For more information about allied health openings, contact:

Natalie C. Brewster

Workforce of the Future

Mayo Clinic researchers explain how data and computational expertise are revolutionizing individualized medicine.

Individualized medicine is just changing the way we practice. It's bringing an entirely new way of looking at the patient and looking at healthcare. There's a huge number of patients out there that have existed with rare and undiagnosed diseases, and for decades they had no answer. And now we've seen a revolution through individualized medicine that allows us to diagnose many of those patients, and truly transform their lives.

Today we're generating an enormous amount of data, and therefore we need computational expertise to be able to take all those pixels of data, all those bits of data, and put them together in a way that we can understand the puzzling situation of some diseases that affect patients.

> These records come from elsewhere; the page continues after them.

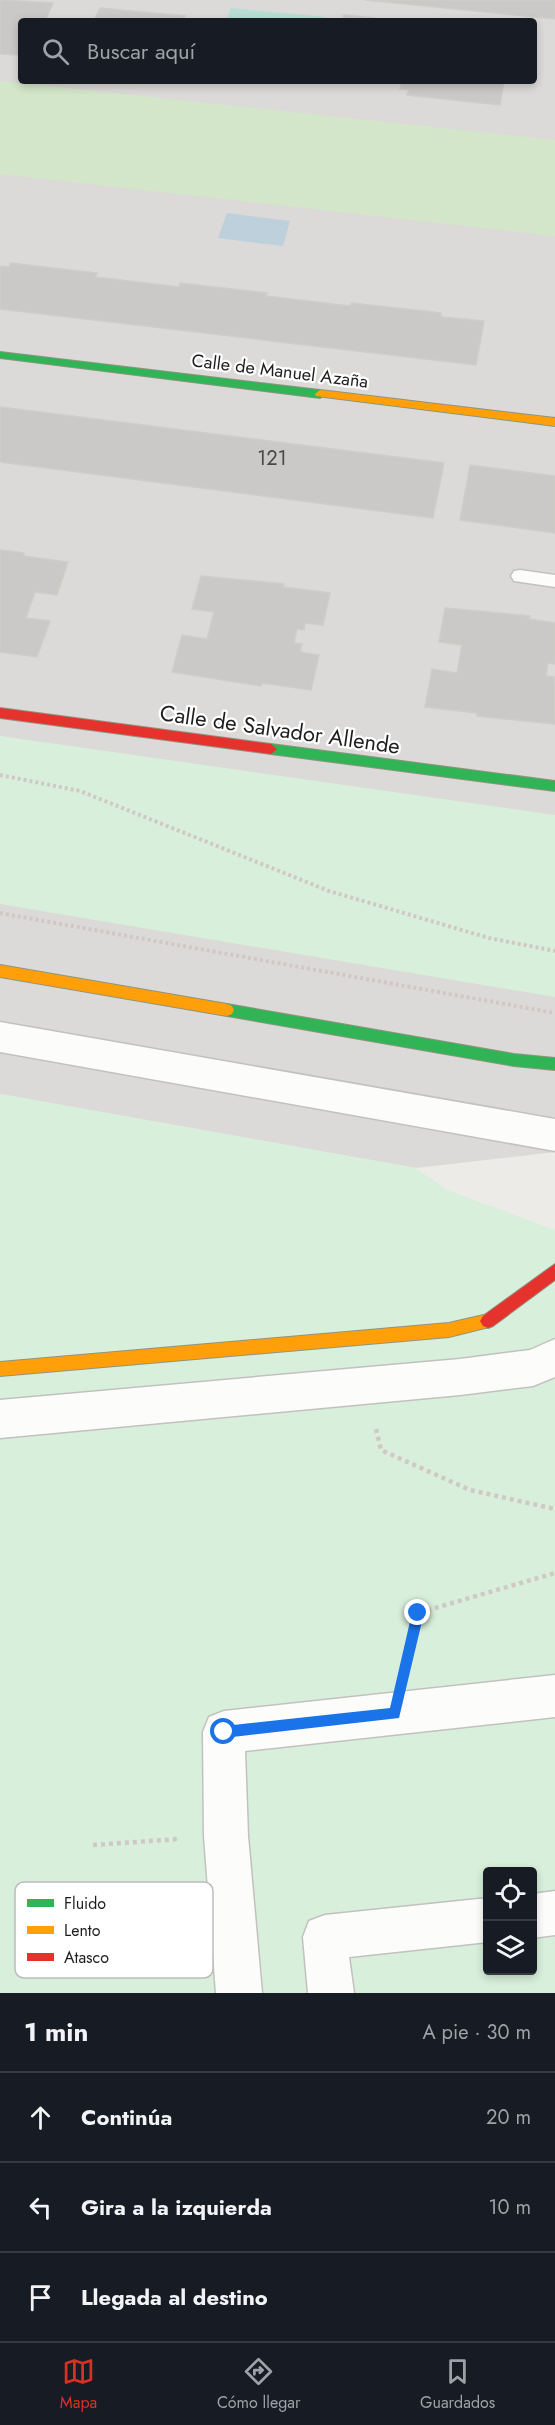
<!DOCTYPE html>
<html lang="es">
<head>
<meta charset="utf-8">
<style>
  :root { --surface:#171b24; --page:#20242c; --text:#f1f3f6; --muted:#9ea1a6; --line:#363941; --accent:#d93025 }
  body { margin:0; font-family:Jost,sans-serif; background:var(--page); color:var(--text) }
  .controls { position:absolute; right:18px; bottom:18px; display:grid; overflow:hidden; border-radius:6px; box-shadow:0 3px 9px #0003 }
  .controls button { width:54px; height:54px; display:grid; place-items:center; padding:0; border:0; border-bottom:2px solid var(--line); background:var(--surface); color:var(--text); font:30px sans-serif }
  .stop { position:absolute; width:18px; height:18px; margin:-14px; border:4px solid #1a73e8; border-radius:50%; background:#fff }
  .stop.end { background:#1a73e8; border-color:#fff; box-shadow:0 2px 6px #0008 }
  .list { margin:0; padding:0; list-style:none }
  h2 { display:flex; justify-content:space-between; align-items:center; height:78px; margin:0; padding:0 24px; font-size:26px }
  h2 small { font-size:20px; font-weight:400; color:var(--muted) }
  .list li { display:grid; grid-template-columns:39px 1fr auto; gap:18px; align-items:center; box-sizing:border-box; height:90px; padding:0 24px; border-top:2px solid var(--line) }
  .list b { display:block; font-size:22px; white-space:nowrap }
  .list em { font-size:20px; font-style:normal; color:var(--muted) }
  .icon { flex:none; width:33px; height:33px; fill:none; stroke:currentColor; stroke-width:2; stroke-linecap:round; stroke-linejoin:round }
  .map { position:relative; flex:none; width:555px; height:1993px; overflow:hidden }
  .search { position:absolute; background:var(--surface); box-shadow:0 3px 9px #0003; left:18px; right:18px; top:18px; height:66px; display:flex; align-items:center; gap:15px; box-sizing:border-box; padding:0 21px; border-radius:6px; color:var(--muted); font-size:22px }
  .sheet { height:348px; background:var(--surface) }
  nav { display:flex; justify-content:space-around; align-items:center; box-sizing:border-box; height:84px; border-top:2px solid var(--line); background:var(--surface); font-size:16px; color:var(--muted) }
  nav a { display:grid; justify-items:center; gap:3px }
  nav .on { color:var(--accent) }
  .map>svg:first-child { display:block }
  .residential { fill:#dbdad8; fill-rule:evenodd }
  .grass { fill:#d4e6c9 }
  .park { fill:#d8efdb; fill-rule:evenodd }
  .pitch { fill:#b8ded3 }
  .water { fill:#bed0db }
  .building { fill:#cac9c7; stroke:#cfcdc9; stroke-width:1.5 }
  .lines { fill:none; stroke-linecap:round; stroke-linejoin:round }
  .lane-casing { stroke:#c2c1bf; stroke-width:3 }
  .street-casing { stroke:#c2c1bf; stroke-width:3 }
  .fast-casing { stroke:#909481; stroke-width:2 }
  .slow-casing { stroke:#909481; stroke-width:2 }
  .jam-casing { stroke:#909481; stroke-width:2 }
  .path-far1 { stroke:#d1c8c5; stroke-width:4; stroke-dasharray:3 3; stroke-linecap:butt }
  .path { stroke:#d1c8c5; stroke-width:4.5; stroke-dasharray:4 4; stroke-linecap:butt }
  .lane { fill:#fcfcfb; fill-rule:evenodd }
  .street { fill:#fcfcfb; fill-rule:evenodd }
  .fast { fill:#30b455; fill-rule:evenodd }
  .slow { fill:#ff9f0a; fill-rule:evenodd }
  .jam { fill:#e5322d; fill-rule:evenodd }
  .route { fill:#1a73e8 }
  .labels { text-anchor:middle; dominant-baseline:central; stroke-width:4.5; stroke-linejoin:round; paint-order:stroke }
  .far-street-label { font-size:18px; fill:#1e1e1e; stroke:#fff }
  .number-label { font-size:20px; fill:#494948 }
  .street-label { font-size:22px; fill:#1e1e1e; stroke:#fff }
  .key { fill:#fff; stroke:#bcbcbc; stroke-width:1.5 }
  .key-label { font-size:16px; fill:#1e1e1e }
</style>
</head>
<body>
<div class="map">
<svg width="555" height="1993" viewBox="0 0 555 1993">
  <rect width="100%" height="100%" fill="#ecebe7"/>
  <!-- residential -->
  <path class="residential" d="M0,0H555V1152L416,1168L0,1094ZM21,21H534V81H21Z"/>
  <!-- grass -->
  <path class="grass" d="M0,81L555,140V236L0,174Z"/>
  <!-- park -->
  <g class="park">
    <path d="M0,736L555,815V997L0,904Z"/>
    <path d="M0,1094L416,1168L447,1190L555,1230V1993H0ZM488,1872H532V1970H488Z"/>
  </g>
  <!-- pitch -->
  <path class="pitch" d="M231,8L325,17L324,21H226Z"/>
  <!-- water -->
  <path class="water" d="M227,213L290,221L283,246L218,238Z"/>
  <!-- building -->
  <g class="building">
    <path d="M0,0L53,3L45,21H21V55L0,54Z"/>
    <path d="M365,0H555V19Z"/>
    <path d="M100,8L185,16L184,21H94Z"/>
    <path d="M344,15L374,18V21H342Z"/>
    <path d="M402,81H504L500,105L407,95L409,90L400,89Z"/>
    <path d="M11,263L97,273L95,277L179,287L180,283L267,293L266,296L350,306L352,303L441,313V317L484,321L476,365L0,309V266L9,267Z"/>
    <path d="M0,407L444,463L433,518L0,462Z"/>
    <path d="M470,465L555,476V533L460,520Z"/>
    <path d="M0,550L24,553L23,556L68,562L57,595L35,592L26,618L50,621L37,657L0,652Z"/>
    <path d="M201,576L284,584L283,587L330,593L323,625L305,623L304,630L297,629L294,643L302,644L300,652L319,655L311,690L262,683L261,686L172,672L182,635L207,639L214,612L192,609Z"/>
    <path d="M445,608L530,616L529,619L555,623V664L548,663L546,676L554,677L555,724L477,716V713L425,707L432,669L457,673L462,645L439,642Z"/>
  </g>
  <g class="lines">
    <!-- lane casing -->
    <g class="lane-casing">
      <path id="lane" d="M520,570L555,575V587L514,581L511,576L514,571Z"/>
    </g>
    <!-- street casing -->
    <g class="street-casing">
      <g id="street">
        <path d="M0,1022L555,1119V1151L0,1052Z"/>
        <path d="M555,1339V1377L533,1386L460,1395L0,1438V1400L460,1359L530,1350Z"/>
        <path d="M555,1675V1717L245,1751L248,1836L262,1993H216L204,1836L203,1732L209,1717L224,1711Z"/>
        <path d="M555,1891V1935L532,1938V1894Z"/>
        <path d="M488,1898V1942L349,1957L354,1993H308L303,1937L309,1921L325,1915Z"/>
      </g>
    </g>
    <!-- fast casing -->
    <g class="fast-casing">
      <g id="fast">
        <path d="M0,352L320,390L325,394L320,398L0,358Z"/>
        <path d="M271,744L555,781V791L271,754L265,749Z"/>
        <path d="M227,1004L514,1054L555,1058V1070L514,1066L227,1016L222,1014L220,1010L222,1006Z"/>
      </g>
    </g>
    <!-- slow casing -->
    <g class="slow-casing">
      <g id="slow">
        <path d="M320,390L555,418V426L316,396L315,394Z"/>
        <path d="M0,965L227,1004L232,1006L234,1010L232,1014L227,1016L0,977Z"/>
        <path d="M488,1314L493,1316L496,1321L493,1326L449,1337L0,1376V1362L449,1323Z"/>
      </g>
    </g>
    <!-- jam casing -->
    <g class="jam-casing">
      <g id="jam">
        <path d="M0,708L271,744L277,749L271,754L0,718Z"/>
        <path d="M555,1264V1280L493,1326L488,1328L483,1326L480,1321L483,1316Z"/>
      </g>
    </g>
    <!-- path-far1 -->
    <g class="path-far1">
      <path d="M0,775L80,791L329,891L489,938L555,951"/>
      <path d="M0,913L555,1013"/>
    </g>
    <!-- path -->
    <g class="path">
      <path d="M376,1429L381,1450L470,1490L555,1509"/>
      <path d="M405,1666L418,1613L555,1573"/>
      <path d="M93,1845L178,1839"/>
    </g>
    <!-- lane -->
    <use href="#lane" class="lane"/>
    <!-- street -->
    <use href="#street" class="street"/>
    <!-- fast -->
    <use href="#fast" class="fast"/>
    <!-- slow -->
    <use href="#slow" class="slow"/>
    <!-- jam -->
    <use href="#jam" class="jam"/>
  </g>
  <!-- route -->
  <path class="route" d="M418,1607L424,1613L399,1718L224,1738L220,1736L218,1732L220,1728L224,1726L390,1708L412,1613Z"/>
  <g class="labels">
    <!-- far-street labels -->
    <g class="far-street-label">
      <text transform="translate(280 371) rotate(7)">Calle de Manuel Azaña</text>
    </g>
    <!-- number labels -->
    <g class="number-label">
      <text x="272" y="458">121</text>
    </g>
    <!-- street labels -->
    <g class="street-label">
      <text transform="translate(280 729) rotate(8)">Calle de Salvador Allende</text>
    </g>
  </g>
  <!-- legend -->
  <rect x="15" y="1882" width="198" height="96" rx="9" class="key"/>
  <rect x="27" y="1899" width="27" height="8" fill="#30b455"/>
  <rect x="27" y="1926" width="27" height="8" fill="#ff9f0a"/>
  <rect x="27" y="1953" width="27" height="8" fill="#e5322d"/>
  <g class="key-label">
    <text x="64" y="1909">Fluido</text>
    <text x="64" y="1936">Lento</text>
    <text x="64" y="1963">Atasco</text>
  </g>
</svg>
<div class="controls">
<button><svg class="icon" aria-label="locate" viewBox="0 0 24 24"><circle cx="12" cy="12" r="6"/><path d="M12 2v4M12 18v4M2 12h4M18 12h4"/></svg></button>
<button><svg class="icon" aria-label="layers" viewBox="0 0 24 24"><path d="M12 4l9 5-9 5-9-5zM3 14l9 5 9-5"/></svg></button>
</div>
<div class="stop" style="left:224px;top:1732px"></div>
<div class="stop end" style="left:418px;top:1613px"></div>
<div class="search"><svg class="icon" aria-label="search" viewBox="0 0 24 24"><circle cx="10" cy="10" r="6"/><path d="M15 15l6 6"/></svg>Buscar aquí</div>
</div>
<section class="sheet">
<h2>1 min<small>A pie · 30 m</small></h2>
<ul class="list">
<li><svg class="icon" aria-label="ahead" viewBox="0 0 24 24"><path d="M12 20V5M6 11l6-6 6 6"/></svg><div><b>Continúa</b></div><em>20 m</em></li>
<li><svg class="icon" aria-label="left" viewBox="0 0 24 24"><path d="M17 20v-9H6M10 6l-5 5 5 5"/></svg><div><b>Gira a la izquierda</b></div><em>10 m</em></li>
<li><svg class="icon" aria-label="arrive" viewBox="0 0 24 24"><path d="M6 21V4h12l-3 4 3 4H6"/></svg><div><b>Llegada al destino</b></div></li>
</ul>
</section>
<nav>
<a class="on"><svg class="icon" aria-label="map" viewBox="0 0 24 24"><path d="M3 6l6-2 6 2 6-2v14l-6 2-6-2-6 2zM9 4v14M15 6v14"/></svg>Mapa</a>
<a><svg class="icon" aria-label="directions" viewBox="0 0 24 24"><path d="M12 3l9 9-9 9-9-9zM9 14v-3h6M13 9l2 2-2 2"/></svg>Cómo llegar</a>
<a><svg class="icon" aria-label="saved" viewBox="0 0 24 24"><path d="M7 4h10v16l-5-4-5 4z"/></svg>Guardados</a>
</nav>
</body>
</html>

One of the most important things we've come across is actually the education of the workforce. We need to educate our investigators so that they can understand the power of what the data can do as they're working toward these new discoveries. But just as much so, we need to educate our health care providers, so that when they're presented with this data and these opportunities to change the way they manage patients, they know what it means and they know how to react to that data.

We like to excite our researchers and technicians because this is what creates new discoveries, new opportunities.

You get it and you learn and you see things that you didn't even think were possible or you didn't even know existed, and it just lights up your imagination. This is a chance to do something that you're passionate about and change patients' lives. And that is really a tremendous thing.

From providing the best individualized care, to addressing the world's most challenging healthcare problems, Mayo researchers here at the Center are relentlessly pursuing discoveries that deliver hope and better health to people today, and for generations to come. Thank you.